Output each line exactly as written, from the first line of the records to the line bearing "function trace(path, color, width, dash)", inclusive, while leaving every picture out.

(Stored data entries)
● ● ● ● ● ● ●
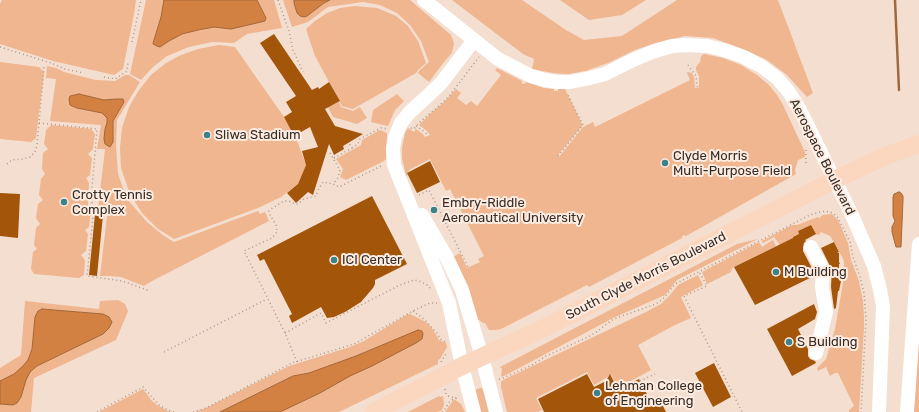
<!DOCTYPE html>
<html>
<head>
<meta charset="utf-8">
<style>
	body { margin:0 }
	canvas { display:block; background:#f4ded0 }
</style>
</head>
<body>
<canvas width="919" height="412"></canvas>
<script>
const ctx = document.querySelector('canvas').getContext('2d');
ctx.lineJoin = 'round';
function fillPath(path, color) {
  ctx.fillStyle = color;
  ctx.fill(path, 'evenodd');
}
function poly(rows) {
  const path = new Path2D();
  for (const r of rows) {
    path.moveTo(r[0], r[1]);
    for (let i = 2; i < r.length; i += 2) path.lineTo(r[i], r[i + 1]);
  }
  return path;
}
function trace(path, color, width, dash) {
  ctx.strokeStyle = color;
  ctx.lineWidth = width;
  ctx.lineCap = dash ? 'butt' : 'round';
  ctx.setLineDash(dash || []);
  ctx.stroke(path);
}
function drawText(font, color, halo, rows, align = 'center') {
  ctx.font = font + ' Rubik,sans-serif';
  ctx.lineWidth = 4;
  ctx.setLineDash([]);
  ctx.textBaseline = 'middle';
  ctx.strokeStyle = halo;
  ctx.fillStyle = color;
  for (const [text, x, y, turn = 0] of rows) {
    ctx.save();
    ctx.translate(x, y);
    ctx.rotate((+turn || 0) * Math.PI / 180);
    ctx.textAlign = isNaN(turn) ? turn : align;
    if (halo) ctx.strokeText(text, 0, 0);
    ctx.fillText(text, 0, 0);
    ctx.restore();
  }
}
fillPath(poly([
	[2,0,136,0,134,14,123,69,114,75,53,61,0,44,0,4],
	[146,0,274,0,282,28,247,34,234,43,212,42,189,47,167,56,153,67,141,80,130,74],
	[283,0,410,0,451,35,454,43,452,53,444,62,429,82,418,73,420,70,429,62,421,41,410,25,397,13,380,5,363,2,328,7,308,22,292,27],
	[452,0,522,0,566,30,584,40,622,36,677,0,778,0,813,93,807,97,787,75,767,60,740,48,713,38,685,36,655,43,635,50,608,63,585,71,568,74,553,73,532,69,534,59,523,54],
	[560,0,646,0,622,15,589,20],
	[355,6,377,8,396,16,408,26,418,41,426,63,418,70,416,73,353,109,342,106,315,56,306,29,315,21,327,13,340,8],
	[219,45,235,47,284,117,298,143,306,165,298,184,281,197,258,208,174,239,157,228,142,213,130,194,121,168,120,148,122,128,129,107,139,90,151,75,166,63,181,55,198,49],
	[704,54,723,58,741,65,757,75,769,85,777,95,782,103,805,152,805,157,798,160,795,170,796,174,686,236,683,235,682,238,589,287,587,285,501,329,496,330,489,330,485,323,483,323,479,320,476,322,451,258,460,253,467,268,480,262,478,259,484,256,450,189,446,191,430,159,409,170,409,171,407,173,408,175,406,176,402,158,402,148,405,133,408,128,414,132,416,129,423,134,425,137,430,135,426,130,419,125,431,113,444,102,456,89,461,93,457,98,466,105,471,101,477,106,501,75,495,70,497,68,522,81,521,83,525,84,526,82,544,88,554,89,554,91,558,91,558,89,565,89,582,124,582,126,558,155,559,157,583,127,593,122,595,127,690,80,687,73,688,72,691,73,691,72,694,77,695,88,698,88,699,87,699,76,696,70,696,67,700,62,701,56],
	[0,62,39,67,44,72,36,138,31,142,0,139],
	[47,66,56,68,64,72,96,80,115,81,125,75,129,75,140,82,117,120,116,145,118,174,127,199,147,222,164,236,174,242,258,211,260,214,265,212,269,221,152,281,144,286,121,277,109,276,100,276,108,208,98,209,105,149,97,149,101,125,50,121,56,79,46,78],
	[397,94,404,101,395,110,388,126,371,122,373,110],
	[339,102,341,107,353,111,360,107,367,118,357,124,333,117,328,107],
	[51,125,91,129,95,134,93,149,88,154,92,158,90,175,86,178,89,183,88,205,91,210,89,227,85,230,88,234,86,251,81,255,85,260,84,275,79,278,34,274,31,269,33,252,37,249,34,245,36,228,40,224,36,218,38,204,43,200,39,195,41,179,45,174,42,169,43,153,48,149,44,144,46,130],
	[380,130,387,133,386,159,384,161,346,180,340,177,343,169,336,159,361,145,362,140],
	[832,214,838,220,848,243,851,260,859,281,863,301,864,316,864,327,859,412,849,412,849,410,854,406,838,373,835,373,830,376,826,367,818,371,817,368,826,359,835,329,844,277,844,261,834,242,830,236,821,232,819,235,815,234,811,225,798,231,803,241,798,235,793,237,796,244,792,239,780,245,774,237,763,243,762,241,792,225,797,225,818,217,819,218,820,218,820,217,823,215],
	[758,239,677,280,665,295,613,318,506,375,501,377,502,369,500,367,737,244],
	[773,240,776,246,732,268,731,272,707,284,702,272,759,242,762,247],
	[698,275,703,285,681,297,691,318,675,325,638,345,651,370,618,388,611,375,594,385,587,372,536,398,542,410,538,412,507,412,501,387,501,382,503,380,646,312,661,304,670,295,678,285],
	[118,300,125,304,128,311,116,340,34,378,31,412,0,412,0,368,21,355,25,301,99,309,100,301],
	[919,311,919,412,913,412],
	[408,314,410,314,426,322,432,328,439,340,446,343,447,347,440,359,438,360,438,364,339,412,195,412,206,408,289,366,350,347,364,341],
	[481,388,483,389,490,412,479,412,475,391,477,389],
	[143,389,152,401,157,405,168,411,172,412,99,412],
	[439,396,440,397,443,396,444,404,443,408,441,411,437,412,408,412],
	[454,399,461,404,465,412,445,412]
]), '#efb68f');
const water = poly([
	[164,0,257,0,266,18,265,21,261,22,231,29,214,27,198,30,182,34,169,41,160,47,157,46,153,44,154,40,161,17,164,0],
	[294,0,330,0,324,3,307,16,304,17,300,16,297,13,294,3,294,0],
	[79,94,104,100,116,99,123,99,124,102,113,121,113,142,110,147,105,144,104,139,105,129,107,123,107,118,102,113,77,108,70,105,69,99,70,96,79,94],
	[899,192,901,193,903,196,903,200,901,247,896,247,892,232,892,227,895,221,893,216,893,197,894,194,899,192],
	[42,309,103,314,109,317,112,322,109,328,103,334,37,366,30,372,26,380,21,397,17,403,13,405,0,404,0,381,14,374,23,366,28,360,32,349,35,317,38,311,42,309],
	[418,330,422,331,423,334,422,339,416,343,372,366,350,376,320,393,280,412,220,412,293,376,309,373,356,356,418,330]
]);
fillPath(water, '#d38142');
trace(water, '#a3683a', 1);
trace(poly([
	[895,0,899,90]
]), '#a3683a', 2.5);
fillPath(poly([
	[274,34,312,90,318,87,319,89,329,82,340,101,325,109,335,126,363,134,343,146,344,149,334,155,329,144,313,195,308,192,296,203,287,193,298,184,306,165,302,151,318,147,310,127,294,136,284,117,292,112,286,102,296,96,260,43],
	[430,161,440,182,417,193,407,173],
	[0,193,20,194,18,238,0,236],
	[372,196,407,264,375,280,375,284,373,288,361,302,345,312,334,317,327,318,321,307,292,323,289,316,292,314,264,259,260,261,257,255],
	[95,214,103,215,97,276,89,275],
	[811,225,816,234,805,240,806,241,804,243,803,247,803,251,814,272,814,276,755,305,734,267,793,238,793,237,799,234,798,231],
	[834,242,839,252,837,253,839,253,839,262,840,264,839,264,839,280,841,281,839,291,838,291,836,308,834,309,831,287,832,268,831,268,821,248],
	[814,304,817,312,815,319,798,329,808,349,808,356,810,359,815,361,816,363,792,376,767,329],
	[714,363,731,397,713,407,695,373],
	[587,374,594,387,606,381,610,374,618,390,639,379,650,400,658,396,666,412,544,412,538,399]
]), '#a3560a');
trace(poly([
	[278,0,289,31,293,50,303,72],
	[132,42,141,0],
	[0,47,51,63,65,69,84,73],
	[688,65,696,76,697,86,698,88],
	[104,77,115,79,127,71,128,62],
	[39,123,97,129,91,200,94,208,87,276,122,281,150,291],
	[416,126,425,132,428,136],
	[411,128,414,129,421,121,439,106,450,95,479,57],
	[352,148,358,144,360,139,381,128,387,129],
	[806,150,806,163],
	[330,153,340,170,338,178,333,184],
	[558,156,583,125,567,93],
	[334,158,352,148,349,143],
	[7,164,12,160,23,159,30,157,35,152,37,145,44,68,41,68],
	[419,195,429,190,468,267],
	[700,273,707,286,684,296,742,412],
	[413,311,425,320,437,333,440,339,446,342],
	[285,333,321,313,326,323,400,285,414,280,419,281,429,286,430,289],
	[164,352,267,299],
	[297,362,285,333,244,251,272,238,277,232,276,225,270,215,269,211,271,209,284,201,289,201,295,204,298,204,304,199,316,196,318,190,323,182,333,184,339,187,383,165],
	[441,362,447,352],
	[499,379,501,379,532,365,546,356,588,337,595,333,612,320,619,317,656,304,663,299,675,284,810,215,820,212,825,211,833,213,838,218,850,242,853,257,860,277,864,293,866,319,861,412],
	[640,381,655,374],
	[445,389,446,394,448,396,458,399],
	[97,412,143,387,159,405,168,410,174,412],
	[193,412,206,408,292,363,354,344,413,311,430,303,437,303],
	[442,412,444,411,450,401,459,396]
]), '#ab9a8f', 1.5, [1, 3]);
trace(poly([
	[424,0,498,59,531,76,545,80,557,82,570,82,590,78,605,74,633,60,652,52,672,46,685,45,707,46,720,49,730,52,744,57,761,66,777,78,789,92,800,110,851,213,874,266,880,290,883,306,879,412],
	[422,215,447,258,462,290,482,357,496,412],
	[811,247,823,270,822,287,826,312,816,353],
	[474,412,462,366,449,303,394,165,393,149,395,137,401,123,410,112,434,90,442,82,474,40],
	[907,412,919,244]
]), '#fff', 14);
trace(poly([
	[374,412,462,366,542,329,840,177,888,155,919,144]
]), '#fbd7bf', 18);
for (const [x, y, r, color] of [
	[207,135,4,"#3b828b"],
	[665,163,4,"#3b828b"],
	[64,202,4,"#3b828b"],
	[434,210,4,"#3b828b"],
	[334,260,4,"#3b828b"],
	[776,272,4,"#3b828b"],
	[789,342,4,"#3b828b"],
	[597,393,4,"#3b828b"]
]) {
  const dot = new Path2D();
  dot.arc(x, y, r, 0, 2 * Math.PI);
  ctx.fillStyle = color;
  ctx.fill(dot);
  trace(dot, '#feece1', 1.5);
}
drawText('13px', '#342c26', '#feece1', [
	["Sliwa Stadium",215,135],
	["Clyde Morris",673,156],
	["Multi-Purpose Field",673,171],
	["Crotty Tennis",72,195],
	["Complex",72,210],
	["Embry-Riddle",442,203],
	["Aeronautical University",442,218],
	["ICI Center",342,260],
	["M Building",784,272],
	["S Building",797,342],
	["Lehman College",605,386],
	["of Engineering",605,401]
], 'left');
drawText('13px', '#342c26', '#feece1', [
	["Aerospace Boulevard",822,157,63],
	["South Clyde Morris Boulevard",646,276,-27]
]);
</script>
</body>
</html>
● ● ● ● ● ● ●
▶ Written solution
<!DOCTYPE html>
<html>
<head>
<meta charset="utf-8">
<style>
	body { margin:0 }
	canvas { display:block; background:#f4ded0 }
</style>
</head>
<body>
<canvas width="919" height="412"></canvas>
<script>
const ctx = document.querySelector('canvas').getContext('2d');
ctx.lineJoin = 'round';
function fillPath(path, color) {
  ctx.fillStyle = color;
  ctx.fill(path, 'evenodd');
}
function poly(rows) {
  const path = new Path2D();
  for (const r of rows) {
    path.moveTo(r[0], r[1]);
    for (let i = 2; i < r.length; i += 2) path.lineTo(r[i], r[i + 1]);
  }
  return path;
}
function trace(path, color, width, dash) {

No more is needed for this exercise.